Do not let some scrote shame you into thinking having a ring makes you a gold digger who doesn't understand the concept of love.
The ring a woman takes to her grave can be bought for a fraction of what a scrote will pay for a gaming PC that will be outdated in a few years. You are worth more than an object that is used for fun, and if he is serious with you, he agrees! A serious prospect WILL drop the money on a ring and not think twice.
The angry reddit mob was mad when women on FDS bought rings for themselves 🙄 it's exhausting knowing how some men will find any reason to justify preexisting hatred
Men don’t give a fuck about the price of a diamond/ring for the woman they love. A man will move mountains to prove himself to the woman he loves.
If a man won't buy you a beautiful, valuable ring to express his love for you and desire to bind you to him for eternity, what else won't he do or pay for or provide? How else will he minimize or invalidate your commitment to him and show you that your marriage doesn't really matter?
I have written here previously about my scrote ex-husband, who never bought me gifts even at holidays and special occasions over several years of marriage. It should not surprise you to learn that he also "proposed" sans ring or any sort of effort whatsoever. I was much younger and more foolish then and settled for a man who couldn't be bothered to ask me to marry him properly. His lack of regard for my feelings and refusal to exert any effort in making me happy quickly translated into years of misery and emotional neglect/abuse for me.
I learned, too late, that his parents had put him on the spot and pressured him to either marry me or break up with me and he feared losing his bangmaid (Yes, we lived together too! Mistake.). Rather than having to start over with a new pickmeisha, he clumsily asked me to marry him while we were on vacation by bringing a bottle of cheap champagne into a canoe on a pond and nearly tipping us over while he proposed. There was no ring; I ended up buying my own later on because I was so embarrassed by people asking to see it. Is this really what you want for yourself? This is what being a "cool girl" gets you: a low-effort, low value man who doesn't love you enough.
Do not settle. Do not compromise on this. Do not say yes to a man who thinks "marriage is just a piece of paper" but grudgingly agrees to marry you to make you stop bothering him about it. In fact you should never bother a man about it; find out his views on marriage, and then drop him like a hot stone if his values don't align with yours. If you have to beg and plead, he isn't good enough for you. If you find yourself feeling like you have to pressure him to marry you, ghost and delete however painful it might be in the short term. And if the man who claims to love you isn't willing to give you a proper proposal in a way that suits your tastes and preferences (which he should already know very well, because he cares enough to notice and heed them), don't say yes. You deserve a precious ring, a wedding (not a cheap Vegas elopement unless that's what you want), and all of the trimmings if you want those things. A HVM will do whatever he reasonably can to give them to you.

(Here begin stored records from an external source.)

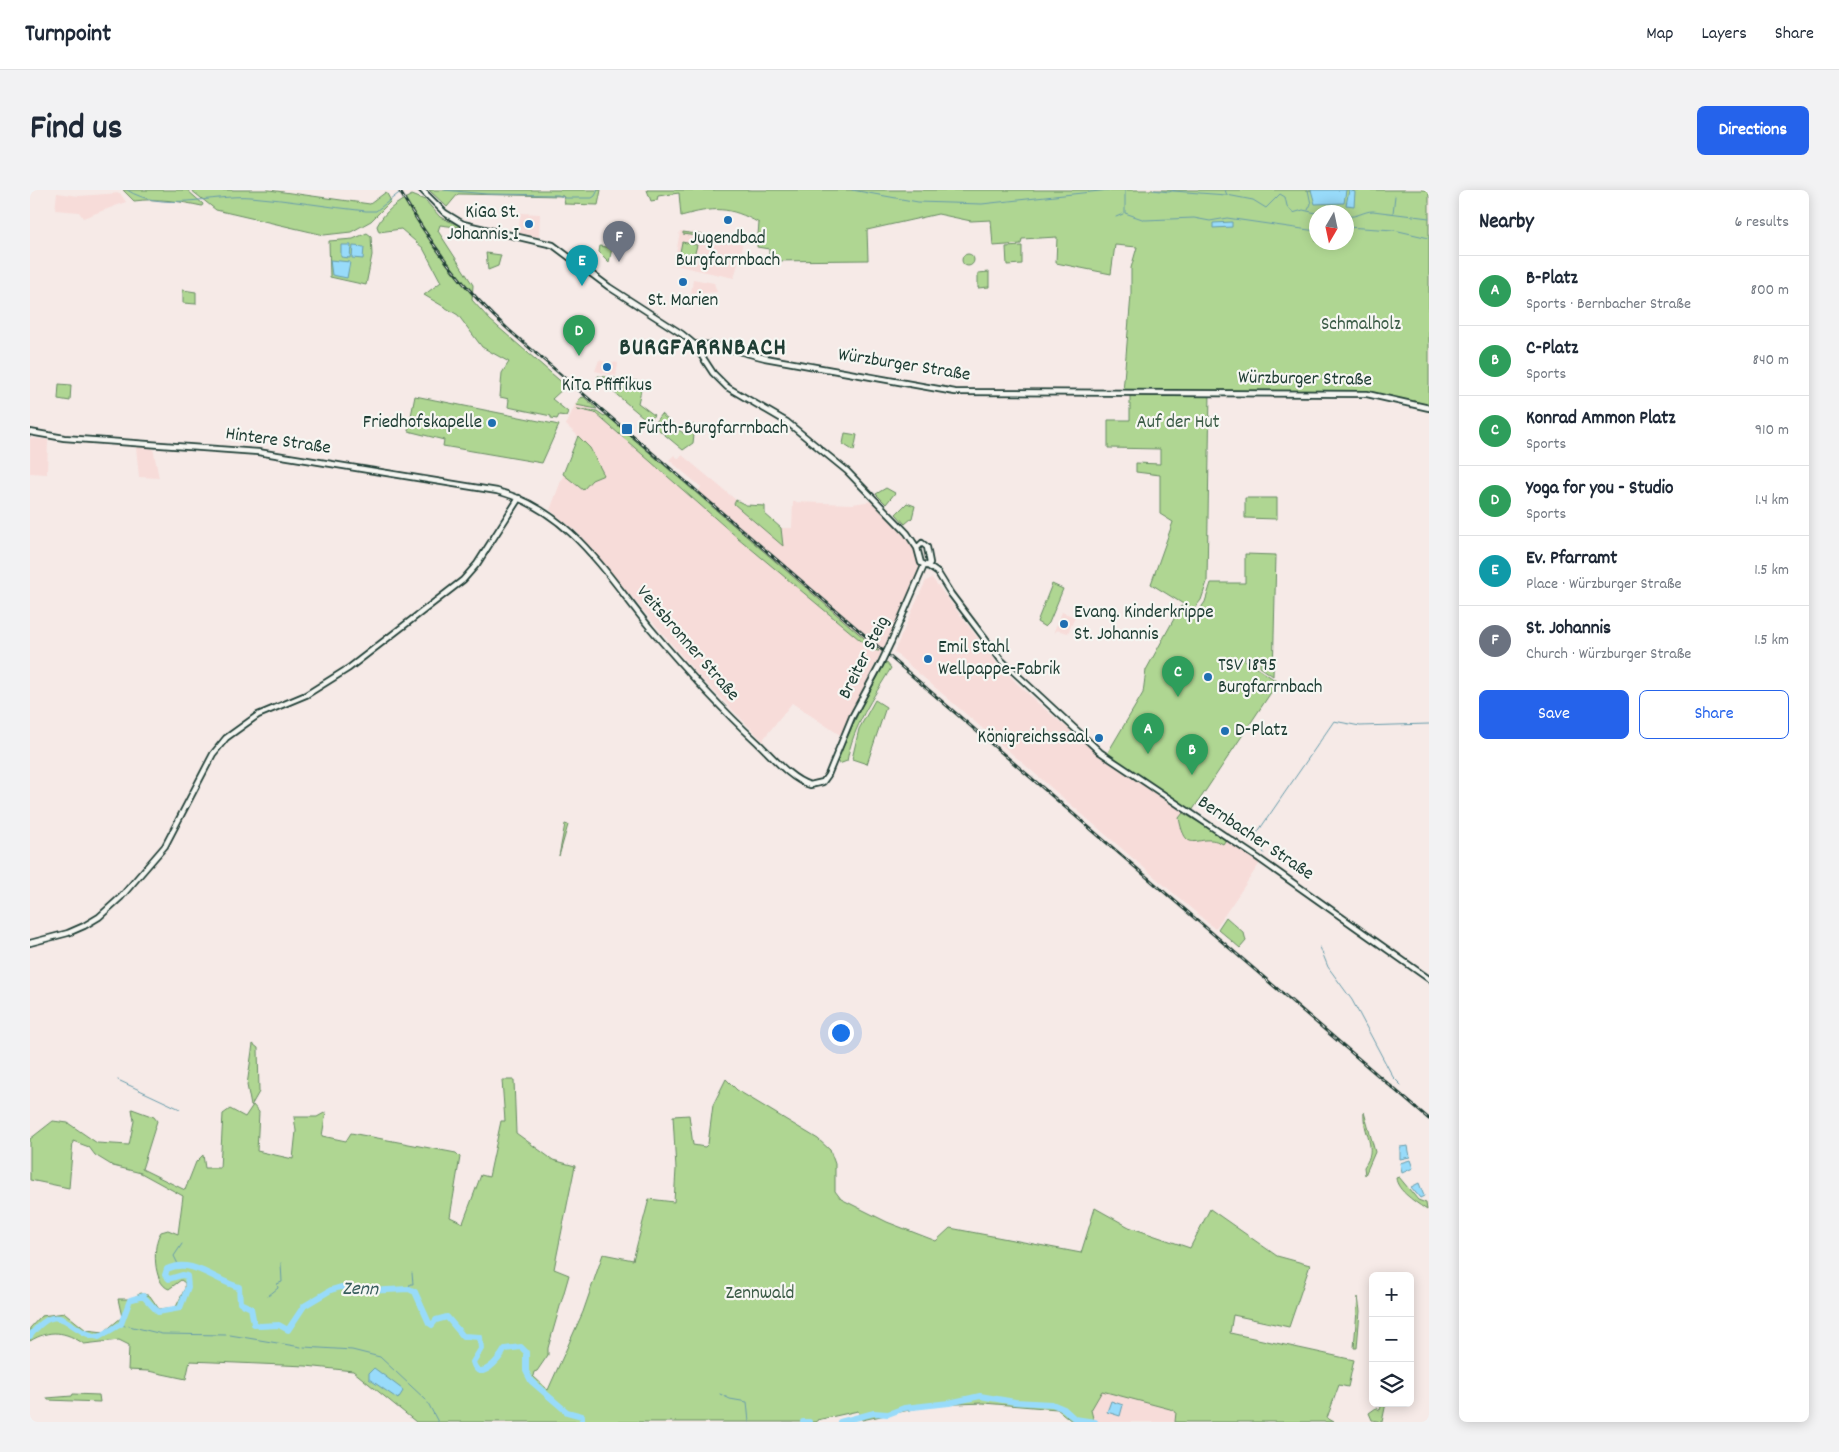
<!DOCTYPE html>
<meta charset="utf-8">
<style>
body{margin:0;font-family:Dekko,sans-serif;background:#f2f2f3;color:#1f2937}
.controls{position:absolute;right:15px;bottom:15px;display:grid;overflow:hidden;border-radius:8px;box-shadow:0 2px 12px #0003}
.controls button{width:45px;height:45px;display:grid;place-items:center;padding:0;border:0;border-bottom:1px solid #e0e1e3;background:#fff;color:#1f2937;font:25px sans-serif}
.compass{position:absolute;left:1279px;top:15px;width:45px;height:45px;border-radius:50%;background:#fff;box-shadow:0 2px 12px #0003;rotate:189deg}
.you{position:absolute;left:810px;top:842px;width:18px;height:18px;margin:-12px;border:4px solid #fff;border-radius:50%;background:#1a73e8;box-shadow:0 0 0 8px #1a73e833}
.badge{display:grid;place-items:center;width:32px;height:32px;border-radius:50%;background:#2563eb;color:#fff;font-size:16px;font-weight:700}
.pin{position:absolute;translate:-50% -41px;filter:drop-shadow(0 1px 2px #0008)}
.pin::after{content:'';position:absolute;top:26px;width:18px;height:15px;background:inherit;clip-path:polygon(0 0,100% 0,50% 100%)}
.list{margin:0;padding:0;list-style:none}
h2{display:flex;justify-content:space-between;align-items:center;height:65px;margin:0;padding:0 20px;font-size:21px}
h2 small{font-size:16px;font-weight:400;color:#747a83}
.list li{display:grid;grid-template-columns:32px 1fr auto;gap:15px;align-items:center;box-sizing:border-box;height:70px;padding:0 20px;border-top:1px solid #e0e1e3}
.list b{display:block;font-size:19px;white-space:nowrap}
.list p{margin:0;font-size:16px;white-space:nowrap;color:#747a83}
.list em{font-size:16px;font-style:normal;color:#747a83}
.actions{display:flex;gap:10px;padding:15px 20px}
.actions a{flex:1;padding:11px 0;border:1px solid #2563eb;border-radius:8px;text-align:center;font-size:18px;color:#2563eb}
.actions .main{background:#2563eb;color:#fff}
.icon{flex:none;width:28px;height:28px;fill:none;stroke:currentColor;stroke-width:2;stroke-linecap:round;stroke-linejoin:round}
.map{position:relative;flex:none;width:1399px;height:1232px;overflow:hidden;border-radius:8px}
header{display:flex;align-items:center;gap:30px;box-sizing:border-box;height:70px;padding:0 25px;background:#fff;border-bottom:1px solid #e0e1e3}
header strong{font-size:24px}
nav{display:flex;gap:28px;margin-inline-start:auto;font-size:18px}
.intro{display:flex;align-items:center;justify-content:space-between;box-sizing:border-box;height:120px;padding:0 30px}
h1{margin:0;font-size:35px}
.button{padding:12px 22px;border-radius:8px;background:#2563eb;color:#fff;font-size:18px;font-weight:700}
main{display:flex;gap:30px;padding:0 30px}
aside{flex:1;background:#fff;border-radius:8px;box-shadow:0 2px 12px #0003}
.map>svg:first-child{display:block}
.built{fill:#f7dcd9}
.green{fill:#afd692;stroke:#678a63;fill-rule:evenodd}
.water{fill:#98dbfa;stroke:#689cab}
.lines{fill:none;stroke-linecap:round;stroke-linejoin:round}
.stream{stroke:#689cab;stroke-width:1}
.river{stroke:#98dbfa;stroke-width:6}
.secondary-casing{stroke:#1f3d34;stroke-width:8}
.secondary{stroke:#f6f6f2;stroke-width:4.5}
.rail-casing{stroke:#1f3d34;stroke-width:3}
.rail{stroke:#f6f6f2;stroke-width:1;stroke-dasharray:4;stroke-linecap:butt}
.secondary-bridge-casing{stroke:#1f3d34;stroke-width:8;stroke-linecap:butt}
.secondary-bridge{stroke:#f6f6f2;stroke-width:4.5}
.poi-dot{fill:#1f6fb2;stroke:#f6f6f2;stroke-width:2}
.labels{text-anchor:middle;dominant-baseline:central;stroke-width:4.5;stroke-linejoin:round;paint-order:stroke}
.poi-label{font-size:19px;fill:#1f3d34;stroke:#f6f6f2;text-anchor:start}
.park-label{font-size:19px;fill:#3c5c47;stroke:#f6f6f2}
.street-label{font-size:19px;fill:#1f3d34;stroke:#f6f6f2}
.water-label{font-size:20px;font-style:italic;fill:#375d5c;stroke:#f6f6f2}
.district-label{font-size:24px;font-weight:bold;letter-spacing:1px;fill:#1f3d34;stroke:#f6f6f2}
</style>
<header>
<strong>Turnpoint</strong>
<nav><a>Map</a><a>Layers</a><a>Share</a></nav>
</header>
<div class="intro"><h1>Find us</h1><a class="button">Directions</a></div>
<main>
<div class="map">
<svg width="1399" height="1232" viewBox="0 0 1399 1232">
<rect width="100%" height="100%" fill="#f6eae7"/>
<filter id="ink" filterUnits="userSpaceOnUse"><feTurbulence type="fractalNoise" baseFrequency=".02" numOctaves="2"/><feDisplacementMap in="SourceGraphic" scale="10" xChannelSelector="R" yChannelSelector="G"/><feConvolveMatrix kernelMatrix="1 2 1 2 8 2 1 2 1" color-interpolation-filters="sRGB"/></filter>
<g filter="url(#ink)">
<path class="built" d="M27 3 49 6 90 3 96 12 53 28 49 22 25 20Z
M491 23 510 24 509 47 488 43Z
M650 41 712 49V59L704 88 644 75Z
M663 89 684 93 687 102 661 104Z
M569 170 582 174 583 172 588 173 586 186 565 181Z
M546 213 556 214 701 342 848 460 667 303 671 297 639 270 644 265 649 269 652 265 706 310 704 314 753 355 751 338H762L763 312 823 314 842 311 882 354 890 375 869 427 810 545 762 513 734 548V552L667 484 547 342 520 320 548 246 536 235Z
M0 248 18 250 17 284 0 283Z
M106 257 123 258 129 288 109 287Z
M902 388 969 476 1010 515 1073 568 1230 673 1185 739 864 462 892 399 896 391Z
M1032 422 1045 427 1038 443 1026 440 1025 443 1024 441Z
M1072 1200 1140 1219 1146 1222 1145 1232H1065L1061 1220Z"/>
<path class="green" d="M93 0H157L173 14 172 16C148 11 128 8 104 11Z
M161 0H239L340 14 356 2 361 11 341 31 321 42 294 45 186 20Z
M399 0H571L568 15 535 14 533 6 428 4 417 17Z
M617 0H1399V215L1337 202 1180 201 1177 392 1171 410 1163 420 1121 394 1143 332 1130 324V285L1106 282V273L1130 274V259L1078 258V230H1100V203L1093 202 1101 105V78L1107 57 1085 55 1081 84 1026 73 1027 47 992 49 991 54 963 56 961 30 941 31 908 24 837 40 838 70 739 71V59L727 57 729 33C699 16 684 17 651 26L649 3 628 6 627 10 621 11ZM1286 22H1316V52H1286Z
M382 5 395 10 410 27 434 38 410 35 408 41 443 95 442 110 460 130 536 196 522 209 538 222 536 226 529 225 527 229 521 228V226L478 217 479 209 470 207 472 183 479 172 452 157 428 125 394 105 411 92 393 58 371 39 349 42 347 36C355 21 366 13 382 5Z
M653 42 706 50 705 52 653 44Z
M337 43 341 46 342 65 336 95 300 87 299 51 323 49Z
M652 52 667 55 663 70 649 67Z
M570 56 582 58 579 72 569 62Z
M992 56V74L977 75 976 57Z
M456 63 471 65 468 76 458 80Z
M932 70a6 6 0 1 1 12 0a6 6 0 1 1-12 0Z
M959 82V97L948 98V83Z
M153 100 166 102V114L153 113Z
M568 186 613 192 608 213 624 225 619 232 568 189Z
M29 194 41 195 40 211 28 209Z
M385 206 529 235 512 273 413 256 414 250 378 241Z
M554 207 567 219 546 215 550 208Z
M547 219 567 221 574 226 576 225 849 461 842 460 701 342 565 223Z
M631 224 654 244 663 234 665 236 663 253 653 260 623 235Z
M815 243 827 245 824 261 813 254Z
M548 246 560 258 574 285 562 290 553 300 533 284Z
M856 298 865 303 856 314 846 304Z
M1215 308H1247V329L1215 328Z
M706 310 716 315 735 316V324L751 338 753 356 704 314Z
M877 313 885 316 882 328 875 334 866 324Z
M1215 364 1246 365 1243 486 1230 477V468H1212L1248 492 1162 621 1077 564 1113 503 1116 480 1151 416 1166 425 1175 412 1181 393H1215Z
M1022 394 1033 399 1019 433 1015 437 1007 432Z
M856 472 861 478C843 508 823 536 817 571L809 574 807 570 831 517Z
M845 510 856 517 837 574 822 569 829 539Z
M1153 623 1195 648V651L1193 654C1169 640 1157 670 1149 628Z
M535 634 538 635 529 666Z
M1196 727 1214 743 1216 751 1210 758 1188 739Z
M223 854 228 858 229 902 221 916 217 895Z
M696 889 707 900 788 949 800 960 805 974V1001L811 1009 857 1032 906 1051 920 1038 1051 1063 1065 1018 1099 1037 1160 1058 1180 1019 1247 1066 1280 1075 1259 1137 1203 1125 1200 1143 1324 1170 1318 1197 1309 1195 1297 1228 1304 1232H1145L1146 1222 1140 1219 1072 1201 1061 1220 1064 1232H1043L1027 1219 953 1213 903 1215 832 1230 828 1221 787 1230V1232H386L323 1181 276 1176 160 1171 156 1189 118 1181 98 1180 99 1155 89 1150 54 1154C35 1141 20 1139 0 1151V1138L11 1126 35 1123 56 1140 74 1142 92 1127 88 1109H101L111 1103 120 1106 129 1119 146 1117 155 1098V1093L151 1090 139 1099C123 1094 122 1054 131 1042L138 1040 148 1044 153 1006 111 983 83 976 65 965 59 957 43 951 39 998 0 990V949L23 931 38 933 67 953 99 955 104 931 102 919 124 927 127 931 112 979 155 1000 166 972 173 965 175 978H190L193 924 200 919 215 927 223 915 229 922 227 961 263 969 266 941 264 927H287L296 922 292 946 316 951 321 943 426 963 430 967 420 1027 433 1033 451 985 459 987 471 931H475L472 890H484L486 943 523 970 545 976 524 1079 539 1085 518 1158V1165L507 1181 504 1182 503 1186 518 1200 553 1122 573 1064 603 1070 619 1009 644 1012 646 979 643 926 659 925 663 955 675 957 678 954 683 915Z
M1334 922 1345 962 1335 985 1334 977C1349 957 1332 943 1334 922Z
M1369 987 1388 1010 1396 1013 1397 1020C1387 1013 1367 1001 1366 988Z
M1328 1107 1330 1121 1327 1158H1324Z
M43 1204 69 1205 70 1212 18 1210 17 1208 42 1206Z
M1352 1213H1356L1352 1232 1342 1230 1339 1223 1346 1218 1350 1220Z"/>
<path class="water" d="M1281 0H1316L1314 13 1285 14Z
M1319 0 1325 2 1324 16 1316 15Z
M1202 32V37L1183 38V33Z
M311 55H321L320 68 311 67Z
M323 56 334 57 333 69 322 68Z
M300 70 320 72 317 88 302 85Z
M1378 956 1380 967 1370 969V957Z
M1380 970 1383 978 1372 983 1370 973Z
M1389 993 1394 1006 1390 1008 1381 997Z
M344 1178 372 1199 373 1201 368 1209 339 1189V1183Z
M1081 1211 1093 1215 1090 1226 1077 1222Z"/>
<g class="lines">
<path class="stream" d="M97 0C133 23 182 4 221 7 259 10 298 17 336 21H346L373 0
M414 0 456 4 528 5 536 8H562L565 6 568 0
M822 0 888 12 952 14 1079 0
M1095 0V23L1115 30 1164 28 1180 31 1197 28 1286 41
M1123 0 1139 2 1145 0
M1195 0 1197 5 1223 10 1236 18 1250 4 1255 7 1257 16 1263 23 1273 20 1286 23
M1143 1 1196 5
M1278 20 1281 14 1278 0
M1363 23 1365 6
M1316 26C1327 28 1333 21 1343 21L1399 28
M1086 27 1093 24
M1316 37 1364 40 1399 48
M1234 663 1225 646 1304 531 1330 536 1399 534
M1290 757 1298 777 1322 810 1363 887 1371 895
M88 890 150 919
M148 1074 144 1066 152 1054
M379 1099 380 1094H383L382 1083
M238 1106 248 1098 247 1094 252 1092 251 1073
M91 1134 95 1136
M99 1136 132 1144 196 1145
M200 1145 271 1157
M274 1157 322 1160 350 1167 396 1210
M690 1204 700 1209 717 1212 719 1232
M398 1213 408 1232"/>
<path class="river" d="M0 1146C31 1106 37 1143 69 1147L91 1134 100 1110 113 1106 128 1122 150 1118 158 1097 157 1086 152 1085 139 1089 135 1085 137 1079C162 1067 185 1091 209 1097L210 1113 221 1118 224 1134 230 1136 249 1135 258 1140 274 1116 301 1100 311 1097 335 1101 379 1099 385 1102 399 1133 402 1135 406 1130 417 1127 433 1146 450 1147 451 1159 443 1172C449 1195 470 1168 475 1159L491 1157 496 1162V1181L501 1191 537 1222 552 1226V1232
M773 1232H779
M810 1232 844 1223 858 1224 874 1218 919 1213 950 1206 985 1212 1022 1214 1034 1219 1045 1229 1065 1232"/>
<defs>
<path id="secondary" d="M392 0 415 23 433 34 523 55 579 97 652 144 664 154 683 183 697 197 757 232 817 281 877 343 887 358
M664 154 685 155 735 168 925 202 1337 204 1399 218
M0 242 34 248 228 262 467 301C541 321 575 383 621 439 654 478 689 517 727 552 742 566 760 589 780 595L793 592 798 585 822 527 850 475
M892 353 897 357 900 373 897 376 891 373 887 358Z
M898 376 908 383 921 404 971 470 1070 562 1228 668 1399 789
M861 452 894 376
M0 753 38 743 54 736 69 727 91 707 135 656 183 564 196 548 228 525 276 505 319 478 433 390 447 374 489 308"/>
</defs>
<use href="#secondary" class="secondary-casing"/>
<use href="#secondary" class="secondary"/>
<defs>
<path id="rail" d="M369 0C400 53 434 100 480 141L1399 929"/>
</defs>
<use href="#rail" class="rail-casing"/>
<use href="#rail" class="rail"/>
<defs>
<path id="secondary-bridge" d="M850 475 861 452"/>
</defs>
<use href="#secondary-bridge" class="secondary-bridge-casing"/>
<use href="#secondary-bridge" class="secondary-bridge"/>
</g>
</g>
<g class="poi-dot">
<circle cx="698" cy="30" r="5"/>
<circle cx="499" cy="34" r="5"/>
<circle cx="653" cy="92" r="5"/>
<circle cx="577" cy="177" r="5"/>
<circle cx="462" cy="233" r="5"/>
<rect x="591" y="233" width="12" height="12" rx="2.5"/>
<circle cx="1034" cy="434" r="5"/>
<circle cx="898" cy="469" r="5"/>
<circle cx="1178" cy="487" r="5"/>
<circle cx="1195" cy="541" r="5"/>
<circle cx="1069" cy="548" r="5"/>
</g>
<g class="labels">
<g class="poi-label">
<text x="489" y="23" text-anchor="end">KiGa St.<tspan x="489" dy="22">Johannis I</tspan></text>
<text x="698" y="49" text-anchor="middle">Jugendbad<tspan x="698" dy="22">Burgfarrnbach</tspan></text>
<text x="653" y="111" text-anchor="middle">St. Marien</text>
<text x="577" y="196" text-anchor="middle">KiTa Pfiffikus</text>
<text x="452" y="233" text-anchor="end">Friedhofskapelle</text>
<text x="608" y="239">Fürth-Burgfarrnbach</text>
<text x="1044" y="423">Evang. Kinderkrippe<tspan x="1044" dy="22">St. Johannis</tspan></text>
<text x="908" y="458">Emil Stahl<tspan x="908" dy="22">Wellpappe-Fabrik</tspan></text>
<text x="1188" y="476">TSV 1895<tspan x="1188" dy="22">Burgfarrnbach</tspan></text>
<text x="1205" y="541">D-Platz</text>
<text x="1059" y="548" text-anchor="end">Königreichssaal</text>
</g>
<g class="park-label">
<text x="1331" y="135">Schmalholz</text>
<text x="1148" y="233">Auf der Hut</text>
<text x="730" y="1104">Zennwald</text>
</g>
<g class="street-label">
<text transform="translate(874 176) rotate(9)">Würzburger Straße</text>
<text transform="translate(1275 190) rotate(1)">Würzburger Straße</text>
<text transform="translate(248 252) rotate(8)">Hintere Straße</text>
<text transform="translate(657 454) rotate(49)">Veitsbronner Straße</text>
<text transform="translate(835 468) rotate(-63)">Breiter Steig</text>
<text transform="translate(1225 649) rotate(34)">Bernbacher Straße</text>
</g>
<g class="water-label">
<text transform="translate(330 1100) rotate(1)">Zenn</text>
</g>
<g class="district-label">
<text x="673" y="159">BURGFARRNBACH</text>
</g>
</g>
</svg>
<div class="controls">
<button>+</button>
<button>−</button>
<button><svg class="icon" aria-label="layers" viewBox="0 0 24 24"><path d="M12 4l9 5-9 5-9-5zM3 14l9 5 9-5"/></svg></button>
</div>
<svg class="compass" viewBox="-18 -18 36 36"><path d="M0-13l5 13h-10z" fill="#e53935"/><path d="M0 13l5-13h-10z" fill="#747a83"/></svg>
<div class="you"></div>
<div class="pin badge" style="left:1118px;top:564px;background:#2e9e5b">A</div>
<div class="pin badge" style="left:1162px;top:585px;background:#2e9e5b">B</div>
<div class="pin badge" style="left:1148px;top:507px;background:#2e9e5b">C</div>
<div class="pin badge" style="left:549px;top:166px;background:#2e9e5b">D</div>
<div class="pin badge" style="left:552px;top:96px;background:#0f9aa8">E</div>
<div class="pin badge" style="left:589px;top:72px;background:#6b7280">F</div>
</div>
<aside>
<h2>Nearby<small>6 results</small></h2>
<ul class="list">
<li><span class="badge" style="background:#2e9e5b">A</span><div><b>B-Platz</b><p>Sports · Bernbacher Straße</p></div><em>800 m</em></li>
<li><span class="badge" style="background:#2e9e5b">B</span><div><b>C-Platz</b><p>Sports</p></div><em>840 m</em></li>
<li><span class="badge" style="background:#2e9e5b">C</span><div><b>Konrad Ammon Platz</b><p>Sports</p></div><em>910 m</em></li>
<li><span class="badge" style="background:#2e9e5b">D</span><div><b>Yoga for you - Studio</b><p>Sports</p></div><em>1.4 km</em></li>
<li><span class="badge" style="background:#0f9aa8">E</span><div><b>Ev. Pfarramt</b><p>Place · Würzburger Straße</p></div><em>1.5 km</em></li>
<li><span class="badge" style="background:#6b7280">F</span><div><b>St. Johannis</b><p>Church · Würzburger Straße</p></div><em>1.5 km</em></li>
</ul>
<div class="actions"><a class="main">Save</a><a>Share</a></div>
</aside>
</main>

And, if a scrote DOES shame you at this point or any time before an engagement, that’s when you block and delete. Really. Really. “You’ll do much better, baby, on your own.”
He wants me to let him into my life for the rest of it, and benefit from all my love, attention, and overall magic--thereby making his life more enjoyable and fulfilled? Best believe there better be a big valuable diamond involved to show how much he values me and that he will be a great provider. My hand in marriage is not on sale. Scrotes can froth themselves into a coma about it.
Agree wholeheartedly. Your ring is something you will be wearing every day, for the rest of your life, all being well. It's an outward declaration to the world of his commitment to you and if he doesn't think that's a priority or something worth getting right, then it's not a good sign.